What to do: Transcription of the full listing is required, character for character.

Extracted information:
________________________

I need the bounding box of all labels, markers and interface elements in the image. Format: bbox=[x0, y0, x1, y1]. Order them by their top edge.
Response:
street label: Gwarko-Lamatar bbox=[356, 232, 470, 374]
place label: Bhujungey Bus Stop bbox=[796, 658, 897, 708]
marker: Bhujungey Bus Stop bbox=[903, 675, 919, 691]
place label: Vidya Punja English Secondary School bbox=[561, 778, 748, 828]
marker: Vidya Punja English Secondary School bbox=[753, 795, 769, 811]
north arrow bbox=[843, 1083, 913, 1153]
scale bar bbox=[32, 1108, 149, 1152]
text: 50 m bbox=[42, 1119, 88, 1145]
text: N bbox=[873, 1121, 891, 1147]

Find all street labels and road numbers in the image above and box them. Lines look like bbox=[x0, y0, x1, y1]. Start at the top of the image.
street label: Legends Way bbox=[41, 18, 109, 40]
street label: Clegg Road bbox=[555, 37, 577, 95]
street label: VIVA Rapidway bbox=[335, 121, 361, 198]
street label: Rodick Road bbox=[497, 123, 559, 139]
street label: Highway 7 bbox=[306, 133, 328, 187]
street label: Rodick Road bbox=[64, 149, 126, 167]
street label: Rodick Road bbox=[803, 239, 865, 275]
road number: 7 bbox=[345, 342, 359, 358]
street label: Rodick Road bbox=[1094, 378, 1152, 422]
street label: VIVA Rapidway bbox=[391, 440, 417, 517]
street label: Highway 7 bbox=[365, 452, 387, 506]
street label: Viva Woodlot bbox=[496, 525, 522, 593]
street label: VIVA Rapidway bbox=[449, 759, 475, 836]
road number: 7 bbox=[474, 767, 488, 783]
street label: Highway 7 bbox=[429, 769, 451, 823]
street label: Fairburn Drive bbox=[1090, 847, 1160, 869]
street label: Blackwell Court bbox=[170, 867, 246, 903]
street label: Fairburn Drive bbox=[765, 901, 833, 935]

________________________

Solution for this task:
I need the bounding box of all labels, markers and interface elements in the image. Format: bbox=[x0, y0, x1, y1]. Order them by their top edge.
Response:
street label: Gwarko-Lamatar bbox=[356, 232, 470, 374]
place label: Bhujungey Bus Stop bbox=[796, 658, 897, 708]
marker: Bhujungey Bus Stop bbox=[903, 675, 919, 691]
place label: Vidya Punja English Secondary School bbox=[561, 778, 748, 828]
marker: Vidya Punja English Secondary School bbox=[753, 795, 769, 811]
north arrow bbox=[843, 1083, 913, 1153]
scale bar bbox=[32, 1108, 149, 1152]
text: 50 m bbox=[42, 1119, 88, 1145]
text: N bbox=[873, 1121, 891, 1147]

Find all street labels and road numbers in the image above and box them. Lines look like bbox=[x0, y0, x1, y1]. Start at the top of the image.
street label: Legends Way bbox=[41, 18, 109, 40]
street label: Clegg Road bbox=[555, 37, 577, 95]
street label: VIVA Rapidway bbox=[335, 121, 361, 198]
street label: Rodick Road bbox=[497, 123, 559, 139]
street label: Highway 7 bbox=[306, 133, 328, 187]
street label: Rodick Road bbox=[64, 149, 126, 167]
street label: Rodick Road bbox=[803, 239, 865, 275]
road number: 7 bbox=[345, 342, 359, 358]
street label: Rodick Road bbox=[1094, 378, 1152, 422]
street label: VIVA Rapidway bbox=[391, 440, 417, 517]
street label: Highway 7 bbox=[365, 452, 387, 506]
street label: Viva Woodlot bbox=[496, 525, 522, 593]
street label: VIVA Rapidway bbox=[449, 759, 475, 836]
road number: 7 bbox=[474, 767, 488, 783]
street label: Highway 7 bbox=[429, 769, 451, 823]
street label: Fairburn Drive bbox=[1090, 847, 1160, 869]
street label: Blackwell Court bbox=[170, 867, 246, 903]
street label: Fairburn Drive bbox=[765, 901, 833, 935]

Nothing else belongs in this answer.